Il est résolu à raconter à son amie tous les événements de sa vie. Il lui semble qu’il se rapprochera d’elle en se confessant à elle. « Pour moi, dans qui vous rapproche de moi comme de vous dire tout et de vous rendre présente à mes actions par mon récit. »

Aussi devient-il attentif pour elle à tous les moments de sa journée. « Un dévot qui doit compte à son directeur de ses pensées, de ses actions, de ses omissions, ne s’épie pas plus scrupuleusement. »

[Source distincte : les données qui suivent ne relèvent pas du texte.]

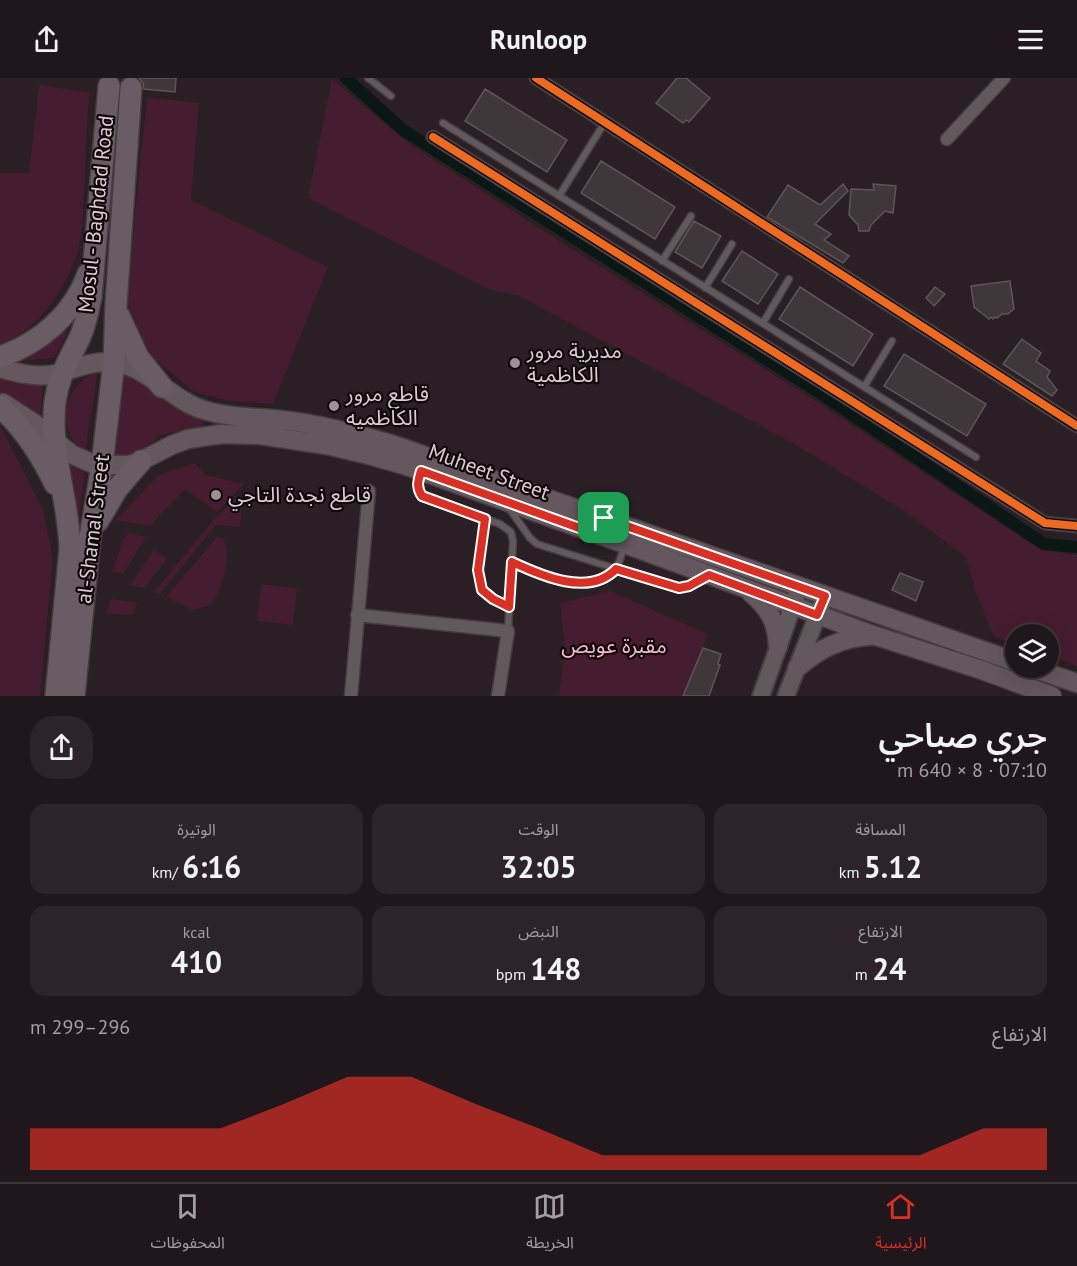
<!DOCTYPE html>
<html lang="ar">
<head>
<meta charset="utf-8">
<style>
  body { margin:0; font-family:"PT Sans","Noto Sans Arabic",sans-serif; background:#2c2428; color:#f1f3f6; direction:rtl; height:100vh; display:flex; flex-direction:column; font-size:22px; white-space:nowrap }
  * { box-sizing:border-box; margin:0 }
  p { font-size:20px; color:#a19fa3 }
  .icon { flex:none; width:33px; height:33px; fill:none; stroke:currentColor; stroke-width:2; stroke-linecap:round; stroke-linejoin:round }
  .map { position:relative; height:618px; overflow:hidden; direction:ltr }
  .side { display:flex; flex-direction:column; background:#1f171b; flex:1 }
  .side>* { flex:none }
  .buttons { position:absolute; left:1005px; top:546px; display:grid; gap:12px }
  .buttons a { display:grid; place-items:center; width:54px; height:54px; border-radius:50%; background:#1f171b; box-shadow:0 6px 24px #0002,0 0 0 2px #3c363a; font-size:30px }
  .pin { position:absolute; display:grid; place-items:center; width:51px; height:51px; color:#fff; margin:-26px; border-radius:12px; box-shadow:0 3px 9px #0006 }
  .round { display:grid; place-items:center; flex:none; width:63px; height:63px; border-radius:24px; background:#2c2428 }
  .head { display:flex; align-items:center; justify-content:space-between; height:102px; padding:0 30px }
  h1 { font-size:33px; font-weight:600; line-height:45px }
  .figures { display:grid; grid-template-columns:repeat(3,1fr); gap:9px; height:102px; padding:6px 30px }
  .figures div { display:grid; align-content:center; border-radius:15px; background:#2c2428; text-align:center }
  .figures b { font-size:30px; font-weight:600 }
  .figures small { font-size:16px; font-weight:400 }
  .figures p { font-size:16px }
  .chart { height:168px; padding:12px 30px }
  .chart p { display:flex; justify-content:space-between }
  .chart svg { width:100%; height:108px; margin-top:6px; fill:#d93025; opacity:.7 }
  header { display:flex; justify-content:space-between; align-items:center; height:78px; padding:0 30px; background:#1f171b; font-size:27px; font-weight:600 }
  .tabs { display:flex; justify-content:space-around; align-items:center; height:84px; border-top:2px solid #3c363a; background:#1f171b; font-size:16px; color:#a19fa3 }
  .tabs a { display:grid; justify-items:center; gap:3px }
  .tabs .active { color:#d93025 }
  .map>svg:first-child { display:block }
</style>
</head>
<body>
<header><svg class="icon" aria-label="menu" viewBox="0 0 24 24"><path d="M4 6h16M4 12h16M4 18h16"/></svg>Runloop<svg class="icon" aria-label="share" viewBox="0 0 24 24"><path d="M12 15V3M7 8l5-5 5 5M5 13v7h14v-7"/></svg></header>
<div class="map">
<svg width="1077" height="618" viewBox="0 0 1077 618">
  <rect width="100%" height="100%" fill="#291f24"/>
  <!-- green -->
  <path fill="#451c30" d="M332,1L408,65L553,159L805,316L1039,471L1077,477V588L1049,578L1048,556H1016L1015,566L994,559L975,512L966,479L903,432L794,366L519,218L488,211L308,120Z
    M39,7L89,14C87,47 86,81 84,115C83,135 83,159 76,179C64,213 36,255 0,266V95H29Z
    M147,19L199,25L191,122L328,189L273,326L229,323L194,314L151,278L126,224Z
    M72,244L54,280L21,283Z
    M122,292C140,299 152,314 168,324C179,332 190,335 203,339L204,348L161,357L133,378L113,383Z
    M98,293L85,375C54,351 62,307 98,293Z
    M0,299L43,306L40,342L0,317Z
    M0,348L43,432L53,481L40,618H0Z
    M69,385L85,392L80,433H75Z
    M195,385L206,397L244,406L217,434L185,411L150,448L116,442L159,397Z
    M235,421L242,423L240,449L216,447L160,516L154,514L213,442Z
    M128,455L146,459L123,496L112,494L123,462Z
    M217,459L223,460C232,474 224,519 207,528C203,530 197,530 193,532L166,519Z
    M154,472L167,481L144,510L130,507Z
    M261,506L297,510L293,547L257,543Z
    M610,513L708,556L683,618H559L565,571L560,525Z
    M111,521L137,524L134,537L106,536Z"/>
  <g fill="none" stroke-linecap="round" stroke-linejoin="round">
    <!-- canal -->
    <path stroke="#0a1715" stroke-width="12" d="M346,0L403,52L823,317L1044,466L1077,469"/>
  </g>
  <!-- building -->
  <path fill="#40373b" stroke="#5e5559" stroke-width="1.5" d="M139,0H176L175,14L144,11L143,5Z
    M677,0H686L710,20L689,44L686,42L683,45L656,25Z
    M485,11L567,62L547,94L465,43Z
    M601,83L675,129L655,161L581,115Z
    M843,106L848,113L815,146L831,156L824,162L849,178L843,185L767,139L788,107L820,127Z
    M873,106L896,108L893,135L885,133L871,147L869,153H859L858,147L849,137L851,111L874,112Z
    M694,143L721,158L702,190L675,174Z
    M742,173L778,196L758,226L722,203Z
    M1010,203L1014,231L1008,236H1002L997,240L995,239L993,241L991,239L989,241L974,229L971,208Z
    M800,209L873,256L853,288L779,241Z
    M935,209L945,216L934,228L926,220Z
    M1022,261L1041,275L1036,283L1050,293L1047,299L1057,312L1052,318L1003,286Z
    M904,276L986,326L967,358L884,308Z
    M900,495L923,504L916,523L892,512Z
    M703,570L721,576L718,586L720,587L709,618H683Z"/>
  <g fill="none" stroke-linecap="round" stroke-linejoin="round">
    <defs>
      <path id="lane" d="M368,0L391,18
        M443,45L976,379
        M559,118L605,44
        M662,183L691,138
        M705,210L732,166
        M763,245L789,201
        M864,309L892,263
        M421,395C418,404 416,409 422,418L500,446L511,454L513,463L508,553
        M509,430L530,460L537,466L674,509L689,508L706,499
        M485,441L478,492L481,512L493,521L509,529
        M512,484C537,496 592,519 614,493C620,486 622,475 624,467"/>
      <path id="street" d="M536,0L1077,348
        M433,59L1045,445L1077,448
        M947,61L1004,0
        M357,537L508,553L498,618
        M351,618L369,413"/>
      <path id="secondary" d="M761,618L799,510
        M786,618L825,518"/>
      <path id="primary" d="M0,290C18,296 45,301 63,294C82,288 96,282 117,285C151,291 171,322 204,332C229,340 256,339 282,342C320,346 357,356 394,367L1016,584
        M3,325L34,345L71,376L91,385L102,387H129L141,383L172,367L188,361L222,356L260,357L326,367L369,377L407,388L625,466L873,557L982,592L1052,618
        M751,515C770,531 777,545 778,569
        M797,590C819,571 840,560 870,558
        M1032,590L1077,605"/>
      <path id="highway" d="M119,238L138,279L162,309
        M0,279C40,265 73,237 88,196
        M0,329C24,350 41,377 55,406
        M98,443L117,411L141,383
        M56,618L70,471C69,422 49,374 55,324C59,296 69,283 80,259C86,246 88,232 91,219L109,8
        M74,618L90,460L102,387L114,284L116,226L131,10"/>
    </defs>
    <!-- lane casing -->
    <use href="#lane" stroke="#453c40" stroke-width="9"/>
    <!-- street casing -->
    <use href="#street" stroke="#453c40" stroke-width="15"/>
    <!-- secondary casing -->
    <use href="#secondary" stroke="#453c40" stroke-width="20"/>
    <!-- primary casing -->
    <use href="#primary" stroke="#453c40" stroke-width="21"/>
    <!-- highway casing -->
    <use href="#highway" stroke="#453c40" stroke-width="24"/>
    <!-- lane -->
    <use href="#lane" stroke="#61595c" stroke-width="6"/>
    <!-- street -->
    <use href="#street" stroke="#61595c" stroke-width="12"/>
    <!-- secondary -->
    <use href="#secondary" stroke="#61595c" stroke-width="16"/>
    <!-- primary -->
    <use href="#primary" stroke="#64575d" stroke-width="18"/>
    <!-- highway -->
    <use href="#highway" stroke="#6a5c64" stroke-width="21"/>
    <defs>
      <path id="cycleway" d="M536,0L1077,348
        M433,59L1045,445L1077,448"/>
    </defs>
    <!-- cycleway casing -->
    <use href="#cycleway" stroke="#10080b" stroke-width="11"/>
    <!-- cycleway -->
    <use href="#cycleway" stroke="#ed6a23" stroke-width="8"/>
  </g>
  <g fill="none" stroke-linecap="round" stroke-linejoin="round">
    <defs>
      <path id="route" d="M421,393L596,456L603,450L604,440L825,518L817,537L709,497L689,508L679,510L616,491C589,519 542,498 512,484L509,529L493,521L482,512L478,492L485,441L422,418C416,409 418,403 421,393Z"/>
    </defs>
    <!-- route casing -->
    <use href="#route" stroke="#fff" stroke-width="12"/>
    <!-- route -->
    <use href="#route" stroke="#d93025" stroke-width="8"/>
  </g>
  <!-- markers -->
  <g fill="#9d9196" stroke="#10080b" stroke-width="2">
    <circle cx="515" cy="285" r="6"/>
    <circle cx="334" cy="328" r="6"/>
    <circle cx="216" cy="417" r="6"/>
  </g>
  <g text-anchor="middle" stroke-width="4.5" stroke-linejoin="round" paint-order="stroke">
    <!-- street labels -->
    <g font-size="21" fill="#dbced3" stroke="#10080b">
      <text transform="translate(96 136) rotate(-84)" y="7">Mosul - Baghdad Road</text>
      <text transform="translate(489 394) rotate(20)" y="7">Muheet Street</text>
      <text transform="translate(93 451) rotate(-83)" y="7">al-Shamal Street</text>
    </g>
    <!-- poi labels -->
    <g font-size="21" fill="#dbced3" stroke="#10080b" text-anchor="start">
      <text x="527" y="280">مديرية مرور<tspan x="527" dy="24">الكاظمية</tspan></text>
      <text x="346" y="323">قاطع مرور<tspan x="346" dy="24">الكاظميه</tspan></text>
      <text x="228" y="424">قاطع نجدة التاجي</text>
    </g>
    <!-- park labels -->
    <g font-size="21" fill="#f9b9d4" stroke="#10080b">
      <text x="614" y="575">مقبرة عويص</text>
    </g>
  </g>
</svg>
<div class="buttons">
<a><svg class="icon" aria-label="layers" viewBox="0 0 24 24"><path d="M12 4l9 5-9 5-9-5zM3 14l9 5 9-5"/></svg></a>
</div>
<div class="pin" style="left:604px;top:440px;background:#1e9e55"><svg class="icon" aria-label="arrive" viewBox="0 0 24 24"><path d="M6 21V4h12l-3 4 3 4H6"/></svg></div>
</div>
<section class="side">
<div class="head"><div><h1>جري صباحي</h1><p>07:10 · 8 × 640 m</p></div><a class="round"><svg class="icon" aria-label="share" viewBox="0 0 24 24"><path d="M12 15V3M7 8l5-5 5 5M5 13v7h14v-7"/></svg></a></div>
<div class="figures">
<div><p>المسافة</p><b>5.12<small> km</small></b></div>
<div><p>الوقت</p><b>32:05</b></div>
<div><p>الوتيرة</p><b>6:16<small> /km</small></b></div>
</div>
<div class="figures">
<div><p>الارتفاع</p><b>24<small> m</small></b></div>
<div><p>النبض</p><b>148<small> bpm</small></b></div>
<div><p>kcal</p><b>410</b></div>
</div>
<div class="chart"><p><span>الارتفاع</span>296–299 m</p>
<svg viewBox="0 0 160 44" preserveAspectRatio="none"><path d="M0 44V27L10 27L20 27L30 27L40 17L50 6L60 6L70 17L80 27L90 38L100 38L110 38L120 38L130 38L140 38L150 27L160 27V44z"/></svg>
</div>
</section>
<nav class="tabs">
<a class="active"><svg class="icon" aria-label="home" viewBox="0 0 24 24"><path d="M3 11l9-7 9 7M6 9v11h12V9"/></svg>الرئيسية</a>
<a><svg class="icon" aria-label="map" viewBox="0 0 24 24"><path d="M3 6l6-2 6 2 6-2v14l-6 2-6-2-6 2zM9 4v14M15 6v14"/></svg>الخريطة</a>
<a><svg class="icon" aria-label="saved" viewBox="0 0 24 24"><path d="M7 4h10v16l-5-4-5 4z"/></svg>المحفوظات</a>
</nav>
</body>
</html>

Cette sincérité même lui apparaît comme un gage d’amour. Il y revient à maintes reprises. « Moi qui vis de la vie la plus découpée, la plus inadvertante, pourquoi épiai-je tous mes instants ? C’est pour celle qui est loin de moi et que j’aime. » Ou bien : « J’ai voulu vous rendre compte de tous les instants d’une vie qui vous appartient et vous faire lire au fond d’un cœur où vous régnez. » Ou encore : « Quelle que soit la durée de ton absence, je n’aurai rien à t’apprendre à ton retour, pas même que je n’ai pas cessé un moment de t’aimer. »

Oui, il est soutenu par l’illusion qu’en se livrant tout entier, en vivant sous les yeux de son amie, il se rapproche d’elle, il lui marque sa tendresse comme dans une étreinte. Il en a le sentiment si vif qu’il le condense dans cette formule saisissante : « L’art d’écrire des lettres n’est que l’art d’allonger les bras. »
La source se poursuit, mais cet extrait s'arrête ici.